'David Letterman: The Mark Twain Prize' is fun (and Franken-free)

Ken Tucker
Critic-at-Large, Yahoo Entertainment

David Letterman was awarded the Mark Twain Prize in an all-star ceremony at the Kennedy Center this past October. Among those performing and saluting Letterman were Steve Martin, Martin Short, Jimmy Kimmel, Norm Macdonald, Bill Murray, and Amy Schumer. Their performances, and Letterman’s acceptance speech, will be broadcast as David Letterman: The Mark Twain Prize on PBS on Monday night. One person who was prominent in the show that was sent to critics for review was Al Franken, but in a last-minute decision based on a recent allegation of sexual misconduct, his speech lauding Letterman has been snipped from the special.

To be sure, there’s a lot of entertainment and fun to be had from watching the Franken-free show — the senator from Minnesota was hardly a key element.
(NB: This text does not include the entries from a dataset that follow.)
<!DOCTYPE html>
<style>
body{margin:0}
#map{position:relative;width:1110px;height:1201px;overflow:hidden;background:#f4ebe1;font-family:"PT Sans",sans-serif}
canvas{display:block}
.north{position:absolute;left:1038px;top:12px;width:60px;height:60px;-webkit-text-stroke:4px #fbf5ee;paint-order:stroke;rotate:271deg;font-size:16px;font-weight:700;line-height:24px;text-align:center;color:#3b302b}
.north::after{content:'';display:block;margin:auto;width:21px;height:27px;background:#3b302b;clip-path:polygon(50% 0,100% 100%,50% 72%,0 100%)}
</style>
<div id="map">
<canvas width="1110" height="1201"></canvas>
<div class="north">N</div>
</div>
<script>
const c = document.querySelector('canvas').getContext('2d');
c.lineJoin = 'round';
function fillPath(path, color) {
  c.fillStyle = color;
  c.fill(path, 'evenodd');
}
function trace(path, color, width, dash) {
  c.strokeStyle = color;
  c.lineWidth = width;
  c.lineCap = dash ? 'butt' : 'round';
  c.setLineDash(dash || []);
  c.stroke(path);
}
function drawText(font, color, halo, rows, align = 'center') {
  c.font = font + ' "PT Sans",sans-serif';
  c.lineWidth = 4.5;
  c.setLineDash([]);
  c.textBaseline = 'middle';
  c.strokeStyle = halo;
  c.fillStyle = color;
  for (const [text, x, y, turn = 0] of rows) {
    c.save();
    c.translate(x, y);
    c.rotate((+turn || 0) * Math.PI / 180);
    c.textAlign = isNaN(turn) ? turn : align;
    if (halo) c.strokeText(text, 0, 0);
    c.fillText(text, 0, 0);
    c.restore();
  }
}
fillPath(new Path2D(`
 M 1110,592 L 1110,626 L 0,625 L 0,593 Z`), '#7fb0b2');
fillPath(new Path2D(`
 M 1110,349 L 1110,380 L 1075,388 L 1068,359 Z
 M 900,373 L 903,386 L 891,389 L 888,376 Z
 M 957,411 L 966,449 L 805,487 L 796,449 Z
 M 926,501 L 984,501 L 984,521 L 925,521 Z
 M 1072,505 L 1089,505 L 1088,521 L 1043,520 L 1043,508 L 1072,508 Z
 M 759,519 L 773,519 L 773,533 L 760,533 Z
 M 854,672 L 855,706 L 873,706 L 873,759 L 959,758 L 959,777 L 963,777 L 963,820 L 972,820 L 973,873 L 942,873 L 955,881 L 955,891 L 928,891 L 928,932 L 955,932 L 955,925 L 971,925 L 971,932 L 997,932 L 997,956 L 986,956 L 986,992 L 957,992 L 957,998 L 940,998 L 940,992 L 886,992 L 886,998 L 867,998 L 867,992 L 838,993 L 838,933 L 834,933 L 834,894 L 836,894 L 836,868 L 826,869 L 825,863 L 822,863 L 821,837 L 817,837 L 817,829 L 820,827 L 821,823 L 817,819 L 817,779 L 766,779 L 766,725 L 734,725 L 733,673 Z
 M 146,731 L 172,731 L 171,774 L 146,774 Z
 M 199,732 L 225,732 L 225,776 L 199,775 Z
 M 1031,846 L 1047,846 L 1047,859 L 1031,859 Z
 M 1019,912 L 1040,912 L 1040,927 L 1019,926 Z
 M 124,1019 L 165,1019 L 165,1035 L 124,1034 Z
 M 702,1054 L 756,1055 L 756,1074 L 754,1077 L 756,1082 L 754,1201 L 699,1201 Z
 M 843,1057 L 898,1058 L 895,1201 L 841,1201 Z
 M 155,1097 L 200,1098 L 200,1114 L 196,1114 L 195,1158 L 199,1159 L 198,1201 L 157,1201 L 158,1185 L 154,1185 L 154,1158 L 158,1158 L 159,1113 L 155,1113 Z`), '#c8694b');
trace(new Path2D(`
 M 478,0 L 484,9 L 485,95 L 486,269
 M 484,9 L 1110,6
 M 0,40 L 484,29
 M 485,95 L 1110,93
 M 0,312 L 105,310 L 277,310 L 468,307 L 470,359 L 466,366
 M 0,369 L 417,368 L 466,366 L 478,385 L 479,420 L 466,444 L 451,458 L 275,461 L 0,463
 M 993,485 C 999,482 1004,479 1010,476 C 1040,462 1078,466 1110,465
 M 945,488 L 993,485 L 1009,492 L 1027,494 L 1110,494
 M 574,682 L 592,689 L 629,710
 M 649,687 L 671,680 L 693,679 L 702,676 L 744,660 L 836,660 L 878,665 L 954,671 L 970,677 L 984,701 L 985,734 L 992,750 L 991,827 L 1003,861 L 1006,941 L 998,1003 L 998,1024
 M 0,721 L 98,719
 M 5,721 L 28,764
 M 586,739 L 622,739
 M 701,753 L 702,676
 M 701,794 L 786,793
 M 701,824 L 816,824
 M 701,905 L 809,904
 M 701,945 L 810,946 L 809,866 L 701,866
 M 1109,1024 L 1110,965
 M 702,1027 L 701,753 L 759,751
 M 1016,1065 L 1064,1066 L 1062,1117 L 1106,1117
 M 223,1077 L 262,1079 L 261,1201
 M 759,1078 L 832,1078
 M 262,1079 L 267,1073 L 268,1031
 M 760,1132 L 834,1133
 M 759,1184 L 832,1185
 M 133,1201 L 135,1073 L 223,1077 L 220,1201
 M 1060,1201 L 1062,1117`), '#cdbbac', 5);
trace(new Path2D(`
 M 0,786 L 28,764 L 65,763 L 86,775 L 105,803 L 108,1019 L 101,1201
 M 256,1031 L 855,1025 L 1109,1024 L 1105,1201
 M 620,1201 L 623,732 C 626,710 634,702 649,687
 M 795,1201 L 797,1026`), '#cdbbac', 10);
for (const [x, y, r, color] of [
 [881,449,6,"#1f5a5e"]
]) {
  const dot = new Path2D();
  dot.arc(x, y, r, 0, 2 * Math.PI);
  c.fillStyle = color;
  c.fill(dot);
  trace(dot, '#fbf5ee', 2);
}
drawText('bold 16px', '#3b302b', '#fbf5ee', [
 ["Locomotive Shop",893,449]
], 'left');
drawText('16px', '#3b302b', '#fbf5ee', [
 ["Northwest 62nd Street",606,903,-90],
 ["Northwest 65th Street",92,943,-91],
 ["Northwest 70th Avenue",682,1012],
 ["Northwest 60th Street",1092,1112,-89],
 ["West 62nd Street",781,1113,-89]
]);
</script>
The funniest stuff is from two sources and three people: Martin Short, Steve Martin, and Bill Murray. Near the beginning of the 90-minute special, Martin and Short perform together. (They’ve been taking their duo act on the road in recent years.) They are wonderfully daffy and disrespectful toward Letterman. Short’s idea of saluting Dave is to say, “Not many can say they were the number-one late-night host for two years in the early 90s.”

Toward the end of the special, Murray — who won the Mark Twin prize the previous year — appears in a foppish garb of an Elizabethan king. He wants us to believe that he’s been living out a royal existence since snagging the Twain Prize. Poker-faced and extravagantly fatuous, Murray slays the Washington, D.C., audience.

The celebrities also introduce some of Letterman’s greatest-hits clips, like one of the first “Stupid Pet Tricks” and Dave’s time spent as a Taco Bell drive-through employee.

I was very glad to be reminded of a more obscure clip shown here: Letterman’s mock-After-School Special from 1983. It’s an altogether unique little piece of filmmaking, made during a period when Letterman was open to all sorts of quirky ideas.

Franken’s comments were originally inserted toward the end of the special, with the senator also introducing a clip of the Late Show monkey-cam. In a statement, PBS said it decided that “the inclusion of Sen. Franken in the broadcast at this time would distract from the show’s purpose as a celebration of American humor,” although I think anyone looking at the special could have soldiered through the “distraction” without any ill effects. I am assuming that — in keeping with PBS’s concern for our well-being — Letterman’s own comment late in his closing speech that Franken himself deserves the Twain Prize, will also be edited out. Letterman’s acceptance speech is humble, chatty, and only mildly funny — he’s clearly operating in full-retirement mode these days. No matter: the people assembled to salute him bring the laughs.

David Letterman: The Mark Twain Prize airs Monday on PBS. Check your local listings.